Go through the data below and return each line where the string "Circle" occurs.
RAW DATA below:
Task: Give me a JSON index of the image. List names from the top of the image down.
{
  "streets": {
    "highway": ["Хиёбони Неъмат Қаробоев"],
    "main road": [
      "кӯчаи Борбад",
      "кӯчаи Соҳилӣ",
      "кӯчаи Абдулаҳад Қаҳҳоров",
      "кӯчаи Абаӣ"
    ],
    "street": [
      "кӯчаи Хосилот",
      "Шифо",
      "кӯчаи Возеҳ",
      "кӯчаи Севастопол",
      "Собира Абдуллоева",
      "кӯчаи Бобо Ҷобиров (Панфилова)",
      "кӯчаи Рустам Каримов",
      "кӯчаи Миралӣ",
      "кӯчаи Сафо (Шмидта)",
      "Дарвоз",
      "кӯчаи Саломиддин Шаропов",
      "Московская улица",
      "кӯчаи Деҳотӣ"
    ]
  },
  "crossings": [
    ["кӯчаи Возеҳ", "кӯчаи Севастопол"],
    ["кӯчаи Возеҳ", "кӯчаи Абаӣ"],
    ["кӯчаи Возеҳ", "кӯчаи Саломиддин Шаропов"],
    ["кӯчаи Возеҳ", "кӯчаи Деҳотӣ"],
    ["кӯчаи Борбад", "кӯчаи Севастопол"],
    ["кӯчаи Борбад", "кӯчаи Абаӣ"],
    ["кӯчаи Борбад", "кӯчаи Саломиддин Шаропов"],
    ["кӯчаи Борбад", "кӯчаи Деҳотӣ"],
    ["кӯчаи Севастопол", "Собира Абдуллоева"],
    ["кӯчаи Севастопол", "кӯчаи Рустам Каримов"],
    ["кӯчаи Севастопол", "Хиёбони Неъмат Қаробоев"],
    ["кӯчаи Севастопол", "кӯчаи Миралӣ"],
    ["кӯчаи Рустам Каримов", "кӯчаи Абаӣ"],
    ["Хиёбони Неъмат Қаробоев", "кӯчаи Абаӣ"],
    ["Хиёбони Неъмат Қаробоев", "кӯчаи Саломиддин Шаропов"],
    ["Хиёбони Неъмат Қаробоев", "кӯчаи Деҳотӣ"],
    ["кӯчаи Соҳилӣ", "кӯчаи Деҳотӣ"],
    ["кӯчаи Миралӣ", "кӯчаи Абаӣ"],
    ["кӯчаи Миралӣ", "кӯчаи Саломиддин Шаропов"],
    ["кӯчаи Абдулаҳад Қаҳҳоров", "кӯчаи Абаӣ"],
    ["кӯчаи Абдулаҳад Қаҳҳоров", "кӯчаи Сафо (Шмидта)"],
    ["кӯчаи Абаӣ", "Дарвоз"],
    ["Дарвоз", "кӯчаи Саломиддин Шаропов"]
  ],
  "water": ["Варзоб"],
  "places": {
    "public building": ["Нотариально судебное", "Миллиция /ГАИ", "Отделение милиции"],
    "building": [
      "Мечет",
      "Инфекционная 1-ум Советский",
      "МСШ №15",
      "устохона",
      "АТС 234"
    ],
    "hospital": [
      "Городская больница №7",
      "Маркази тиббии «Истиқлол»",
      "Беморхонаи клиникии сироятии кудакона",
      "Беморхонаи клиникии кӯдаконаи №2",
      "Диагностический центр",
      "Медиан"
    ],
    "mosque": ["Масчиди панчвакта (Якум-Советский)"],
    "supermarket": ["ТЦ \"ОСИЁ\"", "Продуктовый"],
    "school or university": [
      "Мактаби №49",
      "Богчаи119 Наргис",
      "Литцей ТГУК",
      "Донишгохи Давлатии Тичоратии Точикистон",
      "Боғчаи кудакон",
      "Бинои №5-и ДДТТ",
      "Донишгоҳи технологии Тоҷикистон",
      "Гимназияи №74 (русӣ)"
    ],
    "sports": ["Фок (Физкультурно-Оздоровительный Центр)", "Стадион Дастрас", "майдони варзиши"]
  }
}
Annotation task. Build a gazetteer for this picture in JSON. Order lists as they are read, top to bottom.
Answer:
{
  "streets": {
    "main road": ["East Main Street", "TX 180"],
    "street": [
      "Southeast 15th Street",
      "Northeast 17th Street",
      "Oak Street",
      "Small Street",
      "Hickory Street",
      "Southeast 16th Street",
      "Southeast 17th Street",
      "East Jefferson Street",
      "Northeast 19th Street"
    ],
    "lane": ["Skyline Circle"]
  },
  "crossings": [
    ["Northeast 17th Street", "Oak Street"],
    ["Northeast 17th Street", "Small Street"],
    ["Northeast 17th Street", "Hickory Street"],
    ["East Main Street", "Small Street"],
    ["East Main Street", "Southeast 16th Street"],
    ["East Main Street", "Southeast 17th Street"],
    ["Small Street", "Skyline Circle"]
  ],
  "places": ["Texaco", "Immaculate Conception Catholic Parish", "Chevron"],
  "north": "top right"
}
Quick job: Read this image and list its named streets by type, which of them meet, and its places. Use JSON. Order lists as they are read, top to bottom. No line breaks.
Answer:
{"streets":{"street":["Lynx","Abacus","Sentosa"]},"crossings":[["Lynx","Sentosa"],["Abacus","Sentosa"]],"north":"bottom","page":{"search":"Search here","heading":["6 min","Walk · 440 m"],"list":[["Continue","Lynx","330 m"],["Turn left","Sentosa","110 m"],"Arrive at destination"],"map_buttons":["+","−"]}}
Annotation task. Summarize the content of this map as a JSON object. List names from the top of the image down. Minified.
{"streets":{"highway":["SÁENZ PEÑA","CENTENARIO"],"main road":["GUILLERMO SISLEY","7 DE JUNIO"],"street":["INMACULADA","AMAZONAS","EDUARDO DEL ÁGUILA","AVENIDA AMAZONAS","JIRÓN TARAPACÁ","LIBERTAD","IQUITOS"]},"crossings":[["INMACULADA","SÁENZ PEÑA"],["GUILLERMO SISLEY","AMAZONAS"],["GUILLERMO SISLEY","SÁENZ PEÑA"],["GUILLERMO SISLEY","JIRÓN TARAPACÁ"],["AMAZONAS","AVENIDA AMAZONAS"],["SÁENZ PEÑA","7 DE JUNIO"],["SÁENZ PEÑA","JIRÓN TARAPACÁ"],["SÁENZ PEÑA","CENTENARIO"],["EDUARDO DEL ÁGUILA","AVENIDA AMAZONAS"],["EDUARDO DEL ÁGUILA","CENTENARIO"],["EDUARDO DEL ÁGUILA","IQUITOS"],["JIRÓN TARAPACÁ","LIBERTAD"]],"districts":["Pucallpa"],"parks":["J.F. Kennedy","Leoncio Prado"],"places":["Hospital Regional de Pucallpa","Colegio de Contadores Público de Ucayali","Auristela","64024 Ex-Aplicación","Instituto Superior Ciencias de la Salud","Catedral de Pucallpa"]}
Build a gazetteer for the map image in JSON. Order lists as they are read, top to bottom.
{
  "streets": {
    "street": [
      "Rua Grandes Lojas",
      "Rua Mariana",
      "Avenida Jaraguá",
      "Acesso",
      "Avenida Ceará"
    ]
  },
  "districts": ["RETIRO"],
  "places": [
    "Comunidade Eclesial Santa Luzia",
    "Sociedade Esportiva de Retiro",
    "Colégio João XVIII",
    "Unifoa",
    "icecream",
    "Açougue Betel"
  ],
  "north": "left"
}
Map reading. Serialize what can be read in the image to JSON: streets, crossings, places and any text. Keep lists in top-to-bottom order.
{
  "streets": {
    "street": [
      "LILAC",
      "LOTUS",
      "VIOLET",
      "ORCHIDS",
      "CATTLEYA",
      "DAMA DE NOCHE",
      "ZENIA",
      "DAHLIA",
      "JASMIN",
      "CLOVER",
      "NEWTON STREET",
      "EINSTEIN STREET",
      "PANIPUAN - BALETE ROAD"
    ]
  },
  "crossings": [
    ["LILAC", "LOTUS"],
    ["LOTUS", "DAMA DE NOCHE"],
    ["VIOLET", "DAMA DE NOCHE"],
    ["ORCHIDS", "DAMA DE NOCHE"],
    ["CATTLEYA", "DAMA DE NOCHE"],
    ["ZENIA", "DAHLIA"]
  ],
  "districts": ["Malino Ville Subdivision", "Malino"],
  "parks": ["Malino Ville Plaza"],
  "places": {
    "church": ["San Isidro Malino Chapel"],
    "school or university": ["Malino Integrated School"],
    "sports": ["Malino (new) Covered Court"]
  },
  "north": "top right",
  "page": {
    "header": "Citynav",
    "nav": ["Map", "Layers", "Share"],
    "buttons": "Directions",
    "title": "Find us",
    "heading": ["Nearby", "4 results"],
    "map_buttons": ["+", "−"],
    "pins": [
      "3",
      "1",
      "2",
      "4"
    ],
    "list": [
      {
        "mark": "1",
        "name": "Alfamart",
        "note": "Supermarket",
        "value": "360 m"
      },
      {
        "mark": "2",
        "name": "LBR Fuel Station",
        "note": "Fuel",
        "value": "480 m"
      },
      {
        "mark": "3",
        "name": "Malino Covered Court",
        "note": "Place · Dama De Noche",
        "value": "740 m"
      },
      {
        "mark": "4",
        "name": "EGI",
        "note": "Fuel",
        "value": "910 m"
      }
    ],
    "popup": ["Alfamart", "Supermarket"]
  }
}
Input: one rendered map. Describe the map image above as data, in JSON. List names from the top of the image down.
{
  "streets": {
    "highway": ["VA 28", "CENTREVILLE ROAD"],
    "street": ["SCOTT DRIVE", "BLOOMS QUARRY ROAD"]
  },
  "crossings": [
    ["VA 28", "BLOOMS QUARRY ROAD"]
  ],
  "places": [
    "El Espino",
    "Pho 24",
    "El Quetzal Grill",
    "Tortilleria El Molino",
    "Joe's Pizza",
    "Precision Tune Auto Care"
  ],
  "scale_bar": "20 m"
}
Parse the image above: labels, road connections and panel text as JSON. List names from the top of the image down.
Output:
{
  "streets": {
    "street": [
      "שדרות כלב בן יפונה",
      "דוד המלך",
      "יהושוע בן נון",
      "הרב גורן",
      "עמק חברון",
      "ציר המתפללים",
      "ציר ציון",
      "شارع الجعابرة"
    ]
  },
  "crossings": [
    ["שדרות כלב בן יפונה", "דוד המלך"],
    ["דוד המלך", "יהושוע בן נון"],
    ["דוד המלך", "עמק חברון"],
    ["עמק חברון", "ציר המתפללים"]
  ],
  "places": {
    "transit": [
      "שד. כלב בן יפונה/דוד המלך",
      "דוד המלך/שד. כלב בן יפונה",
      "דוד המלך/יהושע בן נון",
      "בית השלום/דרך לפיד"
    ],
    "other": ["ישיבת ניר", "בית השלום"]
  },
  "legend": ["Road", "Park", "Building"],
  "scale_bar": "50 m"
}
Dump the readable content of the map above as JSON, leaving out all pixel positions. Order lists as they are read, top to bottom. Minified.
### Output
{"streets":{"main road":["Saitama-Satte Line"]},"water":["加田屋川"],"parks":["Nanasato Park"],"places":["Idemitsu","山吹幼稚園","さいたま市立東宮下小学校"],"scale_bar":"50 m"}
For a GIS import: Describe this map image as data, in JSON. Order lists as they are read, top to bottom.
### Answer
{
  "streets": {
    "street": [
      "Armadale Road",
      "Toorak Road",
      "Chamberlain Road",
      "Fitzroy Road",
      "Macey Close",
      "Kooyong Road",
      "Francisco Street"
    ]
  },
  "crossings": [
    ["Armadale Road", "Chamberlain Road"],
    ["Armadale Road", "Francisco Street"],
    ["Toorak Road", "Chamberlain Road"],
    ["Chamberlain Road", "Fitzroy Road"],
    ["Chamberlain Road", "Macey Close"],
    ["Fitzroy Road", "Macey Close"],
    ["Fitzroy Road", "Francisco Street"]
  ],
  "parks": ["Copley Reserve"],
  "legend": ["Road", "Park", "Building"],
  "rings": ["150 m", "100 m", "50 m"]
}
End of RAW DATA.
== FINAL ANSWER ==
    "lane": ["Skyline Circle"]
    ["Small Street", "Skyline Circle"]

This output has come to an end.